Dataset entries
• • • • • • •

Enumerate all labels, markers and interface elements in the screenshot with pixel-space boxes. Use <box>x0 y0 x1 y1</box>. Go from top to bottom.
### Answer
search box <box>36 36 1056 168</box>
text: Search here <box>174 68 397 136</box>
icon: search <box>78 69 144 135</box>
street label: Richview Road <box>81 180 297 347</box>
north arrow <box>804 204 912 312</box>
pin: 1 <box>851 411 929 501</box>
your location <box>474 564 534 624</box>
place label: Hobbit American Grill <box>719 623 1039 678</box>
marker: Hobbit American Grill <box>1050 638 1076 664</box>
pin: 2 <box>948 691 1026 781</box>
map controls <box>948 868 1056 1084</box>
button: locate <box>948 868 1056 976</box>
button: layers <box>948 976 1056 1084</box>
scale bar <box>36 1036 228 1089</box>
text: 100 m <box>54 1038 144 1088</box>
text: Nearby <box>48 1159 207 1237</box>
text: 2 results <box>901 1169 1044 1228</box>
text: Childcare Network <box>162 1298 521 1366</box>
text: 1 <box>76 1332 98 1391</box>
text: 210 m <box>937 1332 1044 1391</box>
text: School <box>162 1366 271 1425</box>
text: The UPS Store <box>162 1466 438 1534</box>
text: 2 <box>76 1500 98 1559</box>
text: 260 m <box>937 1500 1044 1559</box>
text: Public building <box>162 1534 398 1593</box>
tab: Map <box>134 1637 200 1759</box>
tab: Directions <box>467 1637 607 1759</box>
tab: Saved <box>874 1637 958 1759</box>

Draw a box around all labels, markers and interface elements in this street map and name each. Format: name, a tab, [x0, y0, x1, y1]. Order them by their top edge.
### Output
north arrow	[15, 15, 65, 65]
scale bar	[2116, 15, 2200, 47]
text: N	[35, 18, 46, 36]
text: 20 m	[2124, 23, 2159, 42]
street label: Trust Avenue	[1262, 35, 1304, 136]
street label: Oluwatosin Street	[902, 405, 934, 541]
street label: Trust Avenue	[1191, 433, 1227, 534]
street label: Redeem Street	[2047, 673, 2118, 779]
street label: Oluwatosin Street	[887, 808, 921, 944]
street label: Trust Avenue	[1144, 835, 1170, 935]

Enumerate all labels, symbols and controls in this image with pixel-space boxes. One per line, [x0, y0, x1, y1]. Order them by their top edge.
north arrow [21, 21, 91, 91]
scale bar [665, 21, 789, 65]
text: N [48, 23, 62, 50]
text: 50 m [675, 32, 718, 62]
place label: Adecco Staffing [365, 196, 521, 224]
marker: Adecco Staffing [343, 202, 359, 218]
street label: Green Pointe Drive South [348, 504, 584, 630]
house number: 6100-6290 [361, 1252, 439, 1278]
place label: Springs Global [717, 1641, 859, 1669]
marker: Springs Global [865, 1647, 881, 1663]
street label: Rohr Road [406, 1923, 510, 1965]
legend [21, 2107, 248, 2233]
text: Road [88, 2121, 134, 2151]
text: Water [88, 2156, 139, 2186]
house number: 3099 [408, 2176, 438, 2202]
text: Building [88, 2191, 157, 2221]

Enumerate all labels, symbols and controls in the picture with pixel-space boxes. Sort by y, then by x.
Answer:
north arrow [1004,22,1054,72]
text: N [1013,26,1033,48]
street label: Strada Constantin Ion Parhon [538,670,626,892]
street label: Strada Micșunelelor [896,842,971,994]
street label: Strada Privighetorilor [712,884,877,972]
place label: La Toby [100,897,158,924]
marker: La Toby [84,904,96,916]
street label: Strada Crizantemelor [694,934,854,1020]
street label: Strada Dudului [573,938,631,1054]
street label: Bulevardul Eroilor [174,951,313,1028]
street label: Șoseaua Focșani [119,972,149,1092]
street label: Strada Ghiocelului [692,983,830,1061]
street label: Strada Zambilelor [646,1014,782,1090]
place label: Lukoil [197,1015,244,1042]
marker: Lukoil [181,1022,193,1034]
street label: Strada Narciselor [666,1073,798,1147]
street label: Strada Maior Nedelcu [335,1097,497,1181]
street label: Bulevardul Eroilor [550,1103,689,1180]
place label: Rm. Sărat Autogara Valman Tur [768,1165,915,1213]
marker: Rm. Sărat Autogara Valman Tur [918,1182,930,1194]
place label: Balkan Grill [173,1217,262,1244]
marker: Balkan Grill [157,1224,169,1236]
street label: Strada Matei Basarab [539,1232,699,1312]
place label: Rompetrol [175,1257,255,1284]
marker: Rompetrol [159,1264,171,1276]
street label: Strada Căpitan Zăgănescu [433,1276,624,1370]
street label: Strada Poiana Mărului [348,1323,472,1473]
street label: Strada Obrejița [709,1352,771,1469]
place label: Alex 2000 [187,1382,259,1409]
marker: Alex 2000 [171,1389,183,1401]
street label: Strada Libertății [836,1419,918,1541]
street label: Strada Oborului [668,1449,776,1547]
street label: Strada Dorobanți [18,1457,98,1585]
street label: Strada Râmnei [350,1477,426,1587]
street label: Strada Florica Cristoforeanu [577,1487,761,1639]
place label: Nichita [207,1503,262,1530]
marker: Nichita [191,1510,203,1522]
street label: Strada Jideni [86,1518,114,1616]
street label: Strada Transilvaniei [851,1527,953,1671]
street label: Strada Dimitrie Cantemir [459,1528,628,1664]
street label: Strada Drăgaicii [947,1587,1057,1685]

• • • • • • •

## Problem to solve
Return the data from the top line through the bottom line exactly.

## Exercise response
Enumerate all labels, markers and interface elements in the screenshot with pixel-space boxes. Use <box>x0 y0 x1 y1</box>. Go from top to bottom.
### Answer
search box <box>36 36 1056 168</box>
text: Search here <box>174 68 397 136</box>
icon: search <box>78 69 144 135</box>
street label: Richview Road <box>81 180 297 347</box>
north arrow <box>804 204 912 312</box>
pin: 1 <box>851 411 929 501</box>
your location <box>474 564 534 624</box>
place label: Hobbit American Grill <box>719 623 1039 678</box>
marker: Hobbit American Grill <box>1050 638 1076 664</box>
pin: 2 <box>948 691 1026 781</box>
map controls <box>948 868 1056 1084</box>
button: locate <box>948 868 1056 976</box>
button: layers <box>948 976 1056 1084</box>
scale bar <box>36 1036 228 1089</box>
text: 100 m <box>54 1038 144 1088</box>
text: Nearby <box>48 1159 207 1237</box>
text: 2 results <box>901 1169 1044 1228</box>
text: Childcare Network <box>162 1298 521 1366</box>
text: 1 <box>76 1332 98 1391</box>
text: 210 m <box>937 1332 1044 1391</box>
text: School <box>162 1366 271 1425</box>
text: The UPS Store <box>162 1466 438 1534</box>
text: 2 <box>76 1500 98 1559</box>
text: 260 m <box>937 1500 1044 1559</box>
text: Public building <box>162 1534 398 1593</box>
tab: Map <box>134 1637 200 1759</box>
tab: Directions <box>467 1637 607 1759</box>
tab: Saved <box>874 1637 958 1759</box>

Draw a box around all labels, markers and interface elements in this street map and name each. Format: name, a tab, [x0, y0, x1, y1]. Order them by their top edge.
### Output
north arrow	[15, 15, 65, 65]
scale bar	[2116, 15, 2200, 47]
text: N	[35, 18, 46, 36]
text: 20 m	[2124, 23, 2159, 42]
street label: Trust Avenue	[1262, 35, 1304, 136]
street label: Oluwatosin Street	[902, 405, 934, 541]
street label: Trust Avenue	[1191, 433, 1227, 534]
street label: Redeem Street	[2047, 673, 2118, 779]
street label: Oluwatosin Street	[887, 808, 921, 944]
street label: Trust Avenue	[1144, 835, 1170, 935]

Enumerate all labels, symbols and controls in this image with pixel-space boxes. One per line, [x0, y0, x1, y1]. Order them by their top edge.
north arrow [21, 21, 91, 91]
scale bar [665, 21, 789, 65]
text: N [48, 23, 62, 50]
text: 50 m [675, 32, 718, 62]
place label: Adecco Staffing [365, 196, 521, 224]
marker: Adecco Staffing [343, 202, 359, 218]
street label: Green Pointe Drive South [348, 504, 584, 630]
house number: 6100-6290 [361, 1252, 439, 1278]
place label: Springs Global [717, 1641, 859, 1669]
marker: Springs Global [865, 1647, 881, 1663]
street label: Rohr Road [406, 1923, 510, 1965]
legend [21, 2107, 248, 2233]
text: Road [88, 2121, 134, 2151]
text: Water [88, 2156, 139, 2186]
house number: 3099 [408, 2176, 438, 2202]
text: Building [88, 2191, 157, 2221]

Enumerate all labels, symbols and controls in the picture with pixel-space boxes. Sort by y, then by x.
Answer:
north arrow [1004,22,1054,72]
text: N [1013,26,1033,48]
street label: Strada Constantin Ion Parhon [538,670,626,892]
street label: Strada Micșunelelor [896,842,971,994]
street label: Strada Privighetorilor [712,884,877,972]
place label: La Toby [100,897,158,924]
marker: La Toby [84,904,96,916]
street label: Strada Crizantemelor [694,934,854,1020]
street label: Strada Dudului [573,938,631,1054]
street label: Bulevardul Eroilor [174,951,313,1028]
street label: Șoseaua Focșani [119,972,149,1092]
street label: Strada Ghiocelului [692,983,830,1061]
street label: Strada Zambilelor [646,1014,782,1090]
place label: Lukoil [197,1015,244,1042]
marker: Lukoil [181,1022,193,1034]
street label: Strada Narciselor [666,1073,798,1147]
street label: Strada Maior Nedelcu [335,1097,497,1181]
street label: Bulevardul Eroilor [550,1103,689,1180]
place label: Rm. Sărat Autogara Valman Tur [768,1165,915,1213]
marker: Rm. Sărat Autogara Valman Tur [918,1182,930,1194]
place label: Balkan Grill [173,1217,262,1244]
marker: Balkan Grill [157,1224,169,1236]
street label: Strada Matei Basarab [539,1232,699,1312]
place label: Rompetrol [175,1257,255,1284]
marker: Rompetrol [159,1264,171,1276]
street label: Strada Căpitan Zăgănescu [433,1276,624,1370]
street label: Strada Poiana Mărului [348,1323,472,1473]
street label: Strada Obrejița [709,1352,771,1469]
place label: Alex 2000 [187,1382,259,1409]
marker: Alex 2000 [171,1389,183,1401]
street label: Strada Libertății [836,1419,918,1541]
street label: Strada Oborului [668,1449,776,1547]
street label: Strada Dorobanți [18,1457,98,1585]
street label: Strada Râmnei [350,1477,426,1587]
street label: Strada Florica Cristoforeanu [577,1487,761,1639]
place label: Nichita [207,1503,262,1530]
marker: Nichita [191,1510,203,1522]
street label: Strada Jideni [86,1518,114,1616]
street label: Strada Transilvaniei [851,1527,953,1671]
street label: Strada Dimitrie Cantemir [459,1528,628,1664]
street label: Strada Drăgaicii [947,1587,1057,1685]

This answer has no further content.